PROBLEM TO SOLVE
Find the word "none" in the data below and copy each line that holds it.
*** GIVEN DATA
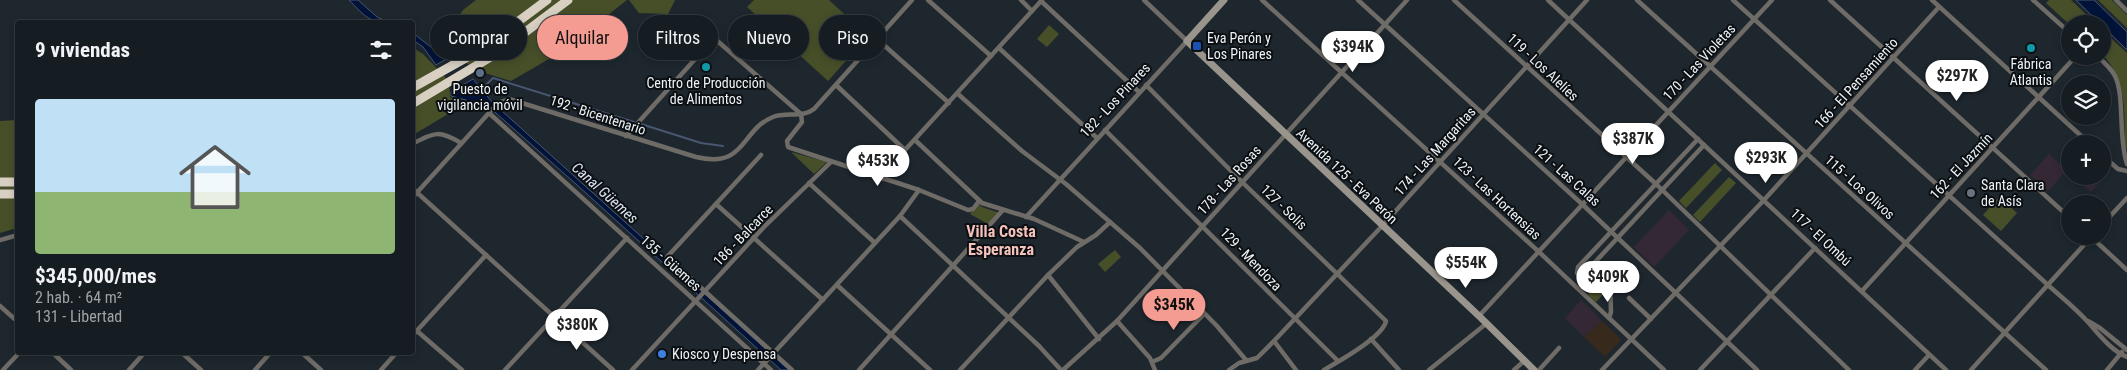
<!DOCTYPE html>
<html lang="es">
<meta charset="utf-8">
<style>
body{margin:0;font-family:"Roboto Condensed",sans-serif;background:#1f262a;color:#f1f3f6;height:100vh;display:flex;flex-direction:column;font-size:19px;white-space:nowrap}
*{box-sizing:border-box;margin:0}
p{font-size:16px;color:#9ea2a5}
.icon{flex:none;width:28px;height:28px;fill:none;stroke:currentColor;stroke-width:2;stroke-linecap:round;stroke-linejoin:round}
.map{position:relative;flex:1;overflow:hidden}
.side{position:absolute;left:15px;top:20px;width:400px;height:335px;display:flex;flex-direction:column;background:#161d22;border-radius:5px;box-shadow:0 2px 8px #0003,0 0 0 1px #353b40}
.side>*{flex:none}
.guide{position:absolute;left:430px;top:15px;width:475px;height:45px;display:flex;gap:10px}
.tools{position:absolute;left:2061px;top:15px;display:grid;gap:10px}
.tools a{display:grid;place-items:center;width:50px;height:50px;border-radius:50%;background:#161d22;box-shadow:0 2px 8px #0003,0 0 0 1px #353b40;font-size:25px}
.price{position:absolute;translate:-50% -42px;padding:0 11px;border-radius:18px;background:#fff;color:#222;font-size:16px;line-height:32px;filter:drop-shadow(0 1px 2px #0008)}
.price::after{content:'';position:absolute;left:50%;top:30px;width:15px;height:11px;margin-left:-8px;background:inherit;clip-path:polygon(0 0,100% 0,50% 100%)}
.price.active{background:#f59c92;color:#111}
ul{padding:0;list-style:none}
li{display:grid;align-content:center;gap:10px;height:265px;padding:0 20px}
li span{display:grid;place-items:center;height:155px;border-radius:5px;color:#555}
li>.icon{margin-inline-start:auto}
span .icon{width:90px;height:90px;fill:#fffc;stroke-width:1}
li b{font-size:21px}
h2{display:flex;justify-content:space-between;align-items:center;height:60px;padding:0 20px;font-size:21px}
.pill{padding:0 18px;border-radius:22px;background:#161d22;box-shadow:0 2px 8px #0003,0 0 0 1px #353b40;font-size:18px;line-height:45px}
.pill.active{background:#f59c92;color:#111}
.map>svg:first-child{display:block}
.education{fill:#352835}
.medical{fill:#38291d}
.green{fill:#474f29}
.water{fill:#021339;stroke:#485672}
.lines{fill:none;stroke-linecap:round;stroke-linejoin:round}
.stream{stroke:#485672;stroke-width:2}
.street{stroke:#6f6c67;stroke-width:4.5}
.secondary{stroke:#99958c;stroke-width:7}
.highway{stroke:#d7d0c3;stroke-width:9}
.transit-dot{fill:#1a4fb4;stroke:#0b0f12;stroke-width:2}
.culture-dot{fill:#0f9aa8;stroke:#0b0f12;stroke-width:2}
.service-dot{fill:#5c6f8a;stroke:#0b0f12;stroke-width:2}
.worship-dot{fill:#6b7280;stroke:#0b0f12;stroke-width:2}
.shop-dot{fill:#3f7fe0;stroke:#0b0f12;stroke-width:2}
.labels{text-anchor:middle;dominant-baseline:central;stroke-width:4;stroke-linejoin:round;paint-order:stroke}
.poi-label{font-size:14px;fill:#edf3f8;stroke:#0b0f12;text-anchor:start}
.street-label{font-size:14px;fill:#edf3f8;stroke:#0b0f12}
.water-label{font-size:15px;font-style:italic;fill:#dce5f3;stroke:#0b0f12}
.quarter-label{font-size:16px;font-weight:bold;fill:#f6c2bc;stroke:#0b0f12}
</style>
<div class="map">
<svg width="2127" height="370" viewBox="0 0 2127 370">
<rect width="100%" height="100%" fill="#1e272e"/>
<g class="education">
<polygon points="2049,154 2061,165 2070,155 2070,173 2066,171 2048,191 2030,175"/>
<polygon points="2104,166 2110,171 2091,192 2085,187 2094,176 2102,176"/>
<polygon points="1669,210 1689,230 1654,267 1634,247"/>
<polygon points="1581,300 1602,321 1584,337 1565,318"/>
</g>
<polygon class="medical" points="1602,321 1620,338 1620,341 1605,357 1584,337"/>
<g class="green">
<path d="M476 0H627L561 52 511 81C474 69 465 72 448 34L463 10Z"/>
<polygon points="629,0 675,0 668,14 639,13"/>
<polygon points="754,0 829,0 868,36 828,81 747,7"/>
<polygon points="2049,0 2071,0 2096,24 2070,24 2070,25 2046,3"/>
<polygon points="2098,0 2112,0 2127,15 2127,28"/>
<polygon points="1049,25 1059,34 1047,47 1037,39"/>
<path d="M2102 30 2127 53V150L2125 144C2124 108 2127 82 2103 55Z"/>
<polygon points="412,47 423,54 449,81 450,97 463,105 413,135"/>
<polygon points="17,120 17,228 0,233 0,121"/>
<polygon points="791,152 827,162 814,174"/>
<polygon points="1715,163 1722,170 1686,208 1679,201"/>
<polygon points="1729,177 1736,183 1700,222 1693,215"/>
<polygon points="1999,197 2017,213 2001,231 1983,215"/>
<polygon points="978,203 982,207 1000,213 988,224 970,214"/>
<polygon points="1115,250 1121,257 1105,272 1098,264"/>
<polygon points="1601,280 1609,288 1596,302 1588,295"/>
</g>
<g class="water">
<path d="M349 0H358L377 17 388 22C368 23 362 13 349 0Z"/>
<polygon points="2076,0 2094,0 2127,32 2127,50"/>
<polygon points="413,33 446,59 436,65 423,47 413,40"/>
<polygon points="473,79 492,102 789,370 781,370 576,184 488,106 451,96 451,92"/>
</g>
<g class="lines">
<g class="stream">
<polyline points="480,91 493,78 634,122"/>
<polyline points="641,124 701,143 723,146"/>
</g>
<g class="street">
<polyline points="928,0 991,56"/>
<polyline points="1021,0 1032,11"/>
<polyline points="1262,0 1538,251 1664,370"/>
<polyline points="1358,0 1583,205 1757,370"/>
<polyline points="1454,0 1656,184 1849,370"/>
<polyline points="1548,0 1946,370"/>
<polyline points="1637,0 2046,370"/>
<path d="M1733 0 2048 285C2060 296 2074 307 2086 320 2098 333 2110 350 2127 357"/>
<polyline points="1830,0 2070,218"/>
<polyline points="1932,0 2090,144"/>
<polyline points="2033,0 2070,33"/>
<polyline points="2116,0 2127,11"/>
<polyline points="1041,1 1139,92"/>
<polyline points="877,39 949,103"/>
<polyline points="999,48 1097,138"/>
<path d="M2097 56C2104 62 2111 68 2115 76 2125 96 2118 138 2127 164"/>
<polyline points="836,85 905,150"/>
<path d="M1146 85 1242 182 1386 321C1383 337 1339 361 1324 370"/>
<polyline points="958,94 1022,151 1066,184 1140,248 1217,326 1246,360"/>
<polyline points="489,113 771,370"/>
<polyline points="801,114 802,122 787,141 788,147 919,190 968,210 973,209 979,201"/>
<polyline points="1105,130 1338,361"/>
<polyline points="626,136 714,38 801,114"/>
<polyline points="1698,139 1578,267 1577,273 1584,274 1704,145"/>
<polyline points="915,140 982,203 1034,219 1084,242"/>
<path d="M412 144C435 132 439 130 461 143"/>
<polyline points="761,155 667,257 792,370"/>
<polyline points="2102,155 2118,169 2127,171"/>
<polyline points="884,179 889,170 905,150 1042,0"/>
<polyline points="809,183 875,243"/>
<polyline points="412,188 613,370"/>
<path d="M412 198 498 103 509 99 696 157C747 169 740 130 773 117 786 112 803 118 814 109L912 0"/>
<polyline points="716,204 823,300"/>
<polyline points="900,216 1039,346 1061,370"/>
<polyline points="1026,217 1187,41 1144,0"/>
<polyline points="2102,225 2127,198"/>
<polyline points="2090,236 2127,270"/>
<polyline points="0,240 18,235"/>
<polyline points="1048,275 1099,339"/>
<polyline points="837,285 930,370"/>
<polyline points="1862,291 2076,56"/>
<polyline points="1629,298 1651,319"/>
<polyline points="0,306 18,322"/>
<polyline points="1479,316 1772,0"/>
<polyline points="1609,318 1611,312 1610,280"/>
<polyline points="1117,321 1150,358 1155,370"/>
<polyline points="2088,321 2100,328 2127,350"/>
<polyline points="417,331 462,370"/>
<polyline points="412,336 486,255"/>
<polyline points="1371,339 1399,370"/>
<polyline points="1274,341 1296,370"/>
<polyline points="52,352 71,370"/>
<polyline points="181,352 201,370"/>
<polyline points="301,352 321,370"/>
<polyline points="1152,362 1161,358 1204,314"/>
<polyline points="3,370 20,352"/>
<polyline points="129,370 145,352"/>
<polyline points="255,370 271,352"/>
<polyline points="381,370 397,352"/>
<polyline points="505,370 627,238"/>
<polyline points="632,370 763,228 831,162"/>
<polyline points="758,370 900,216 919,190"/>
<polyline points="859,370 1003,210"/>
<polyline points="960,370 1048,275 1077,247 1096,235 1110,222"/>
<polyline points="1063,370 1117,321 1407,0"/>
<polyline points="1229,370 1239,363 1257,358 1274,341 1382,226 1587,0"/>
<polyline points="1429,370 1487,323"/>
<polyline points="1514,370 1524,361"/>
<polyline points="1539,370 1559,348"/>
<polyline points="1602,370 1764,200 1939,7"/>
<polyline points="1700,370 1815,248"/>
<polyline points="1915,370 1929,355"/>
<polyline points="1971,370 2092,236"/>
<polyline points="2107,370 2122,352"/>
</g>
<polyline class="secondary" points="1224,0 1187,41 1479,316 1534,370"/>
<g class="highway">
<polyline points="412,88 480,50 547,0"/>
<polyline points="412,104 499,52 568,0"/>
<polyline points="0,182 18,182"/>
<polyline points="0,194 18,194"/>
</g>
</g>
<rect class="transit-dot" x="1192" y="41" width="10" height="10" rx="2.5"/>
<g class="culture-dot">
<circle cx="2031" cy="48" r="5"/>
<circle cx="706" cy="67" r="5"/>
</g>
<circle class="service-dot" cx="480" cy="73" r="5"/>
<circle class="worship-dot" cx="1971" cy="193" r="5"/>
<circle class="shop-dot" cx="662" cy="354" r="5"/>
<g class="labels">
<g class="poi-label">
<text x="1207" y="38">Eva Perón y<tspan x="1207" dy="16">Los Pinares</tspan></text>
<text x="2031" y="64" text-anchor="middle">Fábrica<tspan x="2031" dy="16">Atlantis</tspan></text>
<text x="706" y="83" text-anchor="middle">Centro de Producción<tspan x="706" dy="16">de Alimentos</tspan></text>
<text x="480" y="89" text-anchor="middle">Puesto de<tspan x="480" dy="16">vigilancia móvil</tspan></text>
<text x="1981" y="185">Santa Clara<tspan x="1981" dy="16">de Asís</tspan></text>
<text x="672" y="354">Kiosco y Despensa</text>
</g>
<g class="street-label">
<text transform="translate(1699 62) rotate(-47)">170 - Las Violetas</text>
<text transform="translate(1543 67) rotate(43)">119 - Los Alelíes</text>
<text transform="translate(1856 83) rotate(-48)">166 - El Pensamiento</text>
<text transform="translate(1115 100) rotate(-47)">182 - Los Pinares</text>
<text transform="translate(598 115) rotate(18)">192 - Bicentenario</text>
<text transform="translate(1435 151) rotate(-48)">174 - Las Margaritas</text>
<text transform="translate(1961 166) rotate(-47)">162 - El Jazmín</text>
<text transform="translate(1567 175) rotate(42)">121 - Las Calas</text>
<text transform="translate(1347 176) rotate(43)">Avenida 125 - Eva Perón</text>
<text transform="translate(1229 180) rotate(-48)">178 - Las Rosas</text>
<text transform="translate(1860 187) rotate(42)">115 - Los Olivos</text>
<text transform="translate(1497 198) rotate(43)">123 - Las Hortensias</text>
<text transform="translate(1284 207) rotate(44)">127 - Solis</text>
<text transform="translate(743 235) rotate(-46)">186 - Balcarce</text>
<text transform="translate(1821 237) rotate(43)">117 - El Ombú</text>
<text transform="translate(1251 259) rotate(46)">129 - Mendoza</text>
<text transform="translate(671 263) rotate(42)">135 - Güemes</text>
</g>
<g class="water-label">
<text transform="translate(605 193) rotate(42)">Canal Güemes</text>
</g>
<g class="quarter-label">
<text x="1001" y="231">Villa Costa<tspan x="1001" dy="18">Esperanza</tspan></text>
</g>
</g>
</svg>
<div class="tools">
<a><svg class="icon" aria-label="locate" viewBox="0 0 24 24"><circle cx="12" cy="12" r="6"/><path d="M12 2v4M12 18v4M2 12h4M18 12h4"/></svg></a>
<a><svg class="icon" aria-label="layers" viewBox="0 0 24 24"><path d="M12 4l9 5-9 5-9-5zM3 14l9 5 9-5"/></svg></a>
<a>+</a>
<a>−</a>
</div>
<b class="price" style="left:1353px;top:73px">$394K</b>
<b class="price" style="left:1957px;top:102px">$297K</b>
<b class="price" style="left:1633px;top:165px">$387K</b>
<b class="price" style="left:1766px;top:184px">$293K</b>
<b class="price" style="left:878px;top:187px">$453K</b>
<b class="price" style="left:1466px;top:289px">$554K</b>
<b class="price" style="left:1608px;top:303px">$409K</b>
<b class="price active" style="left:1174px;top:331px">$345K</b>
<b class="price" style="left:577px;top:351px">$380K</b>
<div class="guide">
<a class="pill">Comprar</a>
<a class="pill active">Alquilar</a>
<a class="pill">Filtros</a>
<a class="pill">Nuevo</a>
<a class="pill">Piso</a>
</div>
<section class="side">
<h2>9 viviendas<svg class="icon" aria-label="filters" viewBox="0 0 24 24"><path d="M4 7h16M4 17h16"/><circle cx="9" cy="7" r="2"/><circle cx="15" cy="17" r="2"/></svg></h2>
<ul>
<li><span style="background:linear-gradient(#bfe0f5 60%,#8fb573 0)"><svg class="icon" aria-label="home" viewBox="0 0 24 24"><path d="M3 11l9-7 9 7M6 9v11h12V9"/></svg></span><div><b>$345,000/mes</b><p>2 hab. · 64 m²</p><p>131 - Libertad</p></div></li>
</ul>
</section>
</div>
******
ANSWER SPACE
.icon{flex:none;width:28px;height:28px;fill:none;stroke:currentColor;stroke-width:2;stroke-linecap:round;stroke-linejoin:round}
.side>*{flex:none}
ul{padding:0;list-style:none}
.lines{fill:none;stroke-linecap:round;stroke-linejoin:round}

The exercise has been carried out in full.